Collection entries
-=-=-=-=-

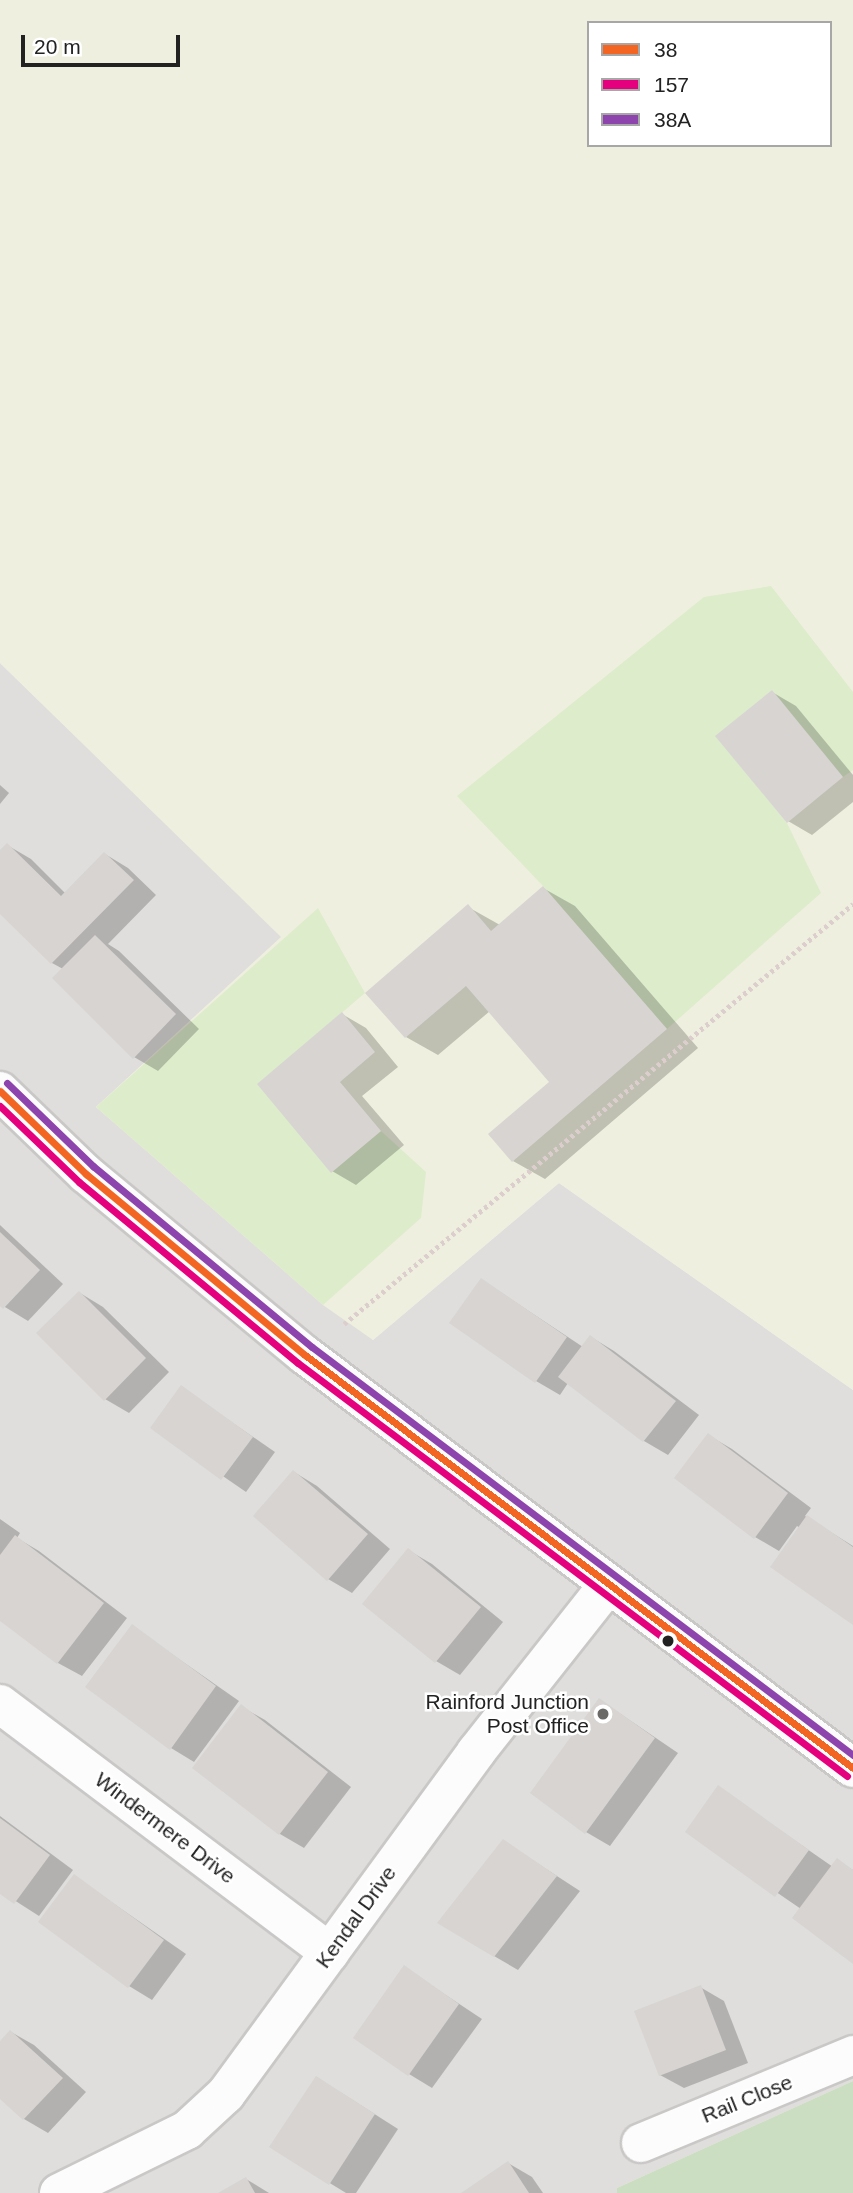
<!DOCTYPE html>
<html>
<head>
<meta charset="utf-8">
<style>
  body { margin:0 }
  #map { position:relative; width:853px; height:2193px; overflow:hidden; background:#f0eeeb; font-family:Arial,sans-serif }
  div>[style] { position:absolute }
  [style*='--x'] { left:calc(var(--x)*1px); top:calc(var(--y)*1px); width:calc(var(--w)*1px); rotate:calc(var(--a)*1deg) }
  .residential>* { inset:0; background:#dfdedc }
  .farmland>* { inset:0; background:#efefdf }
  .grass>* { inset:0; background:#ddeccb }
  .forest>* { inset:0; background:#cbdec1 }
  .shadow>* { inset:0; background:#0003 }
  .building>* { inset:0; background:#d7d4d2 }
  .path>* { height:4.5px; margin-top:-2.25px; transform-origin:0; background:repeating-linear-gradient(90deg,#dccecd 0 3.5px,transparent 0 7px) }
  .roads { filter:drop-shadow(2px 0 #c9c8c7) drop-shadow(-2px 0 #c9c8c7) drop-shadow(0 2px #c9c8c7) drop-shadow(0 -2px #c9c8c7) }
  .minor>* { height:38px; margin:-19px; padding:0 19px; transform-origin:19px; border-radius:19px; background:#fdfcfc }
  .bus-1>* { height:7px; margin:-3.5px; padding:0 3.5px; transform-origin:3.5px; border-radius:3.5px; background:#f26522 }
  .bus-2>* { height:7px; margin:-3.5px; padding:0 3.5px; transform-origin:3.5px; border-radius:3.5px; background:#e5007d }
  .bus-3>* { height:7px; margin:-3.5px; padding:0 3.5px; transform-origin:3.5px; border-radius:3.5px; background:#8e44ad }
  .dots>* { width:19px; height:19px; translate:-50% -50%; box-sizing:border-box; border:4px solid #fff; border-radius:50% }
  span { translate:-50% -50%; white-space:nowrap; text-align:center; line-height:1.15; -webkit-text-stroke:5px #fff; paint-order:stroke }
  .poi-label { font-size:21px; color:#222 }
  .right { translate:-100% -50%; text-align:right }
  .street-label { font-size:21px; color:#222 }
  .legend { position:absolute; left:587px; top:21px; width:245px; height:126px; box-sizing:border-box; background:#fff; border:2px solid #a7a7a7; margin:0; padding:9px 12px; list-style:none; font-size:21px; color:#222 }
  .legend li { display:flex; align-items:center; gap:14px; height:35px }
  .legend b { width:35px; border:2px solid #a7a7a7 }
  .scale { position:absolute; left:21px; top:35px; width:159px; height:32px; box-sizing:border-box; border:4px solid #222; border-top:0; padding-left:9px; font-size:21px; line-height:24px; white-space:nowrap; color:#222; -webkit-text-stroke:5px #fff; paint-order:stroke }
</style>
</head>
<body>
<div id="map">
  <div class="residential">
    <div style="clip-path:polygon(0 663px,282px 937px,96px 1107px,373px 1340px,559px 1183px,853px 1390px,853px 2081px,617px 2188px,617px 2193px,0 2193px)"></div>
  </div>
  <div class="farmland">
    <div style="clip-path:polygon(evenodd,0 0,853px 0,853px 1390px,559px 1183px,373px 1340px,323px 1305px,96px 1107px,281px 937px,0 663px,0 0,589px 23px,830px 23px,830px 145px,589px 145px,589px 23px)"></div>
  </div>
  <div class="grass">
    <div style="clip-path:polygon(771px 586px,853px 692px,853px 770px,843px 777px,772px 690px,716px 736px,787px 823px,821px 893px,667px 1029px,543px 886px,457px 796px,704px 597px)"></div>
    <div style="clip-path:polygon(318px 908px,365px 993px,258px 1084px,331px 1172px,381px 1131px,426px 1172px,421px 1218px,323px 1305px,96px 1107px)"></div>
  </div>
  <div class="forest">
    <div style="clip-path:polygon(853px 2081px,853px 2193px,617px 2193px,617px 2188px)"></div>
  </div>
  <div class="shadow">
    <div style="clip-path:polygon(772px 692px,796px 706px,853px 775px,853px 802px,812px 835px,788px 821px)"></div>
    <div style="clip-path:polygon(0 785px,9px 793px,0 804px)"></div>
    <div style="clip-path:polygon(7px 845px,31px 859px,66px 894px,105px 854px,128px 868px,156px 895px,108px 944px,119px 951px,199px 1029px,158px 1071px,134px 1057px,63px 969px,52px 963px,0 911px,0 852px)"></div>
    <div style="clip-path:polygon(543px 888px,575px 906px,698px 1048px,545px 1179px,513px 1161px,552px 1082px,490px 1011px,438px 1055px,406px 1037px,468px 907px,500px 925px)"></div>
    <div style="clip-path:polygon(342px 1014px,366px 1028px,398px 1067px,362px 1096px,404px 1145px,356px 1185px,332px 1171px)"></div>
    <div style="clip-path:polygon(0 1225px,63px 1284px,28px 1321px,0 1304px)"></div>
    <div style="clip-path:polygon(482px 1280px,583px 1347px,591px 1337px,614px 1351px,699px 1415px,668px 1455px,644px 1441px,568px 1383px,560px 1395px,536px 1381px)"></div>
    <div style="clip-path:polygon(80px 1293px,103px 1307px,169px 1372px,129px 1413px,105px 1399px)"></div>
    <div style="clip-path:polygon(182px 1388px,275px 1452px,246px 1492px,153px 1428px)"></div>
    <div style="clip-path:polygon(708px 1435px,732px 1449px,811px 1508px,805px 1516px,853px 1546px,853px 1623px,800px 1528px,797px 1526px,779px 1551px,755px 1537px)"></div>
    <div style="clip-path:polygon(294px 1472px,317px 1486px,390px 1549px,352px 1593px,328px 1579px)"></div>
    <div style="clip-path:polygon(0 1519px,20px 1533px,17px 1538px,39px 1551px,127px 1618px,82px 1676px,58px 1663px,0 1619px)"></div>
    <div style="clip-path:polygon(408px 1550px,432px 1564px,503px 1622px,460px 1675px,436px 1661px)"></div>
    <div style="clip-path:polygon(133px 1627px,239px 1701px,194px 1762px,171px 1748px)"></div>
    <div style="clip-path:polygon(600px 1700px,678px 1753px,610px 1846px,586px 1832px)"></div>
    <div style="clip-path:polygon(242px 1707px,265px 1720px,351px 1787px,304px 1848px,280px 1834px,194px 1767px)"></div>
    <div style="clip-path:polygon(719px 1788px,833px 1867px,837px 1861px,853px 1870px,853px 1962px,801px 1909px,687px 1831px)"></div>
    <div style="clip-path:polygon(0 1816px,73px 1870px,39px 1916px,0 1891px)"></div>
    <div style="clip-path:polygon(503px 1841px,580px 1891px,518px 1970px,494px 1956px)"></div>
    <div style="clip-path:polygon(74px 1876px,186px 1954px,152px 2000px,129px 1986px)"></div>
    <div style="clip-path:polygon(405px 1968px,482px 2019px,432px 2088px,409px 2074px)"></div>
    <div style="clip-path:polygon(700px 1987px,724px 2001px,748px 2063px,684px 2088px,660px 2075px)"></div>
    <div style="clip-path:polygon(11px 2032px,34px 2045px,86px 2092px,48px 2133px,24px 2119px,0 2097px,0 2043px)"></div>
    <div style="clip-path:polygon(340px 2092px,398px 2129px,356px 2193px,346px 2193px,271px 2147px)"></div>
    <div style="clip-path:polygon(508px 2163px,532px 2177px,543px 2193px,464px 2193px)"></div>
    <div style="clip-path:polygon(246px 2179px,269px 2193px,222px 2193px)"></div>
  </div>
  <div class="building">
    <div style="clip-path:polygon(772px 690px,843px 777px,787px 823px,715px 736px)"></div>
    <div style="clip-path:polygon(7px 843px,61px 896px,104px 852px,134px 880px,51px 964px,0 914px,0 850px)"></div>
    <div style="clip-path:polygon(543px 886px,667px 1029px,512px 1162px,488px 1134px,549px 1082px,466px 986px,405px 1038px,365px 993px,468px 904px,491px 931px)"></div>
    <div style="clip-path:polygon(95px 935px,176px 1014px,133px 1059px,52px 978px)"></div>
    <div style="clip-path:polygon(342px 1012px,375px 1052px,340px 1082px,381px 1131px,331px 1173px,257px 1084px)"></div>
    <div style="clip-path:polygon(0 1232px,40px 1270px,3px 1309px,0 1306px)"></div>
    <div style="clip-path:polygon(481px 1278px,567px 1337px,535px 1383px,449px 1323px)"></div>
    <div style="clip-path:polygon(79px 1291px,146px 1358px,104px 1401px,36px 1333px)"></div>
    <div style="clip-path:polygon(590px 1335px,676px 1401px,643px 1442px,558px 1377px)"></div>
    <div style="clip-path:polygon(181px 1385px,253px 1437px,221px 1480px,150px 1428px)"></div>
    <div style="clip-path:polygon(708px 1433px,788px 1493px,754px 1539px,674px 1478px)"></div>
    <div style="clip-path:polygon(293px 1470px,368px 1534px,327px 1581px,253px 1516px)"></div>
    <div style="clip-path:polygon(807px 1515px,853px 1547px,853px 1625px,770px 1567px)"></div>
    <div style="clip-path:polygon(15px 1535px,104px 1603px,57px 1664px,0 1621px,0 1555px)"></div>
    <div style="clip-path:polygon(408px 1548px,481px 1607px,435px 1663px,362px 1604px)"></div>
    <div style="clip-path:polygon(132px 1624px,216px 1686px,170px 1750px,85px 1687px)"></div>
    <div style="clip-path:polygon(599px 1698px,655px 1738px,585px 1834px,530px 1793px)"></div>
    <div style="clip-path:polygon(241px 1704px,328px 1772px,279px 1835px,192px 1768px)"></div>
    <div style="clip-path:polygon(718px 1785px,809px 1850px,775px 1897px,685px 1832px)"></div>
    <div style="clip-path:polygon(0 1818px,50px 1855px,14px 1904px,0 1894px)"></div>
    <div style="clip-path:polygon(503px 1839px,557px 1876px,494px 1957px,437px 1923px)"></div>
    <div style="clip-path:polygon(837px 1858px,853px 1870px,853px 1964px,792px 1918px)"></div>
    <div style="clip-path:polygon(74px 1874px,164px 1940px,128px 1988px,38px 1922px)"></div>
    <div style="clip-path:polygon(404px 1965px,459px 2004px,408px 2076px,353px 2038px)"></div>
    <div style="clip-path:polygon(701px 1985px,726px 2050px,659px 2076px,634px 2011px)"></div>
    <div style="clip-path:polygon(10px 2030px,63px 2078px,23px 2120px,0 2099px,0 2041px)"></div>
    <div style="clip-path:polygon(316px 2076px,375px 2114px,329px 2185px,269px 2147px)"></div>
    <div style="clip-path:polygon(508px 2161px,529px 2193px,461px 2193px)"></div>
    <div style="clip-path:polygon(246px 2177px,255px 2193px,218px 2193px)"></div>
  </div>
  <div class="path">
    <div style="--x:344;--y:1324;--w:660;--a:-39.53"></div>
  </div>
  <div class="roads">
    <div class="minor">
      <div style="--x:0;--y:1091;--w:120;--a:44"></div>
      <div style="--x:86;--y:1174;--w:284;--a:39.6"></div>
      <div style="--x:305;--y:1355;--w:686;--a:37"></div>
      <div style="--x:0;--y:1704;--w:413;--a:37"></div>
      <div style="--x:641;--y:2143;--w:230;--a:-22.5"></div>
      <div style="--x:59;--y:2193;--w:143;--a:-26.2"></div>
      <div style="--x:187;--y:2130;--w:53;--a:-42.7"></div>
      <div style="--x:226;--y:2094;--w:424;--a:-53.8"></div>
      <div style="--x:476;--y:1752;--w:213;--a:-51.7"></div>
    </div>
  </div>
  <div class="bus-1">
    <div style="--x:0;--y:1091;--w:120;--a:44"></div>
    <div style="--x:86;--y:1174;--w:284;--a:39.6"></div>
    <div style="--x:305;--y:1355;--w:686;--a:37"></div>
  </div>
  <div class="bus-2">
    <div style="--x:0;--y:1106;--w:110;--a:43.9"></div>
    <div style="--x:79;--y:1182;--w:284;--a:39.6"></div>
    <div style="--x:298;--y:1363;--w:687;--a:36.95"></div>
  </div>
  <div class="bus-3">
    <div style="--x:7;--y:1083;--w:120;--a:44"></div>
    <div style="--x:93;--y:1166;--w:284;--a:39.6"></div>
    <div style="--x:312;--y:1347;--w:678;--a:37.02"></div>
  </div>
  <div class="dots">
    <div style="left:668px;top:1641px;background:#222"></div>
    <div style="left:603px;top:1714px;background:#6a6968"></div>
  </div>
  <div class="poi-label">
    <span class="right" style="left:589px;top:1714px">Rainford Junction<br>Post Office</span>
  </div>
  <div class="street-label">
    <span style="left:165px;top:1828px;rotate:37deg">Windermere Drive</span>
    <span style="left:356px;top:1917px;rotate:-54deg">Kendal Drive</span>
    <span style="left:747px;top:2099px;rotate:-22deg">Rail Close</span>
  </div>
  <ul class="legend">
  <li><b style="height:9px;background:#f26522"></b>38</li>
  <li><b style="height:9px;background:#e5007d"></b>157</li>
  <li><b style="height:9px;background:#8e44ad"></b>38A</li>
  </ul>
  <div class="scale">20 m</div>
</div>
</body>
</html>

-=-=-=-=-

Task details:
Look through the data above for the string "roads" and copy every line where it appears.

Result of this task:
  .roads { filter:drop-shadow(2px 0 #c9c8c7) drop-shadow(-2px 0 #c9c8c7) drop-shadow(0 2px #c9c8c7) drop-shadow(0 -2px #c9c8c7) }
  <div class="roads">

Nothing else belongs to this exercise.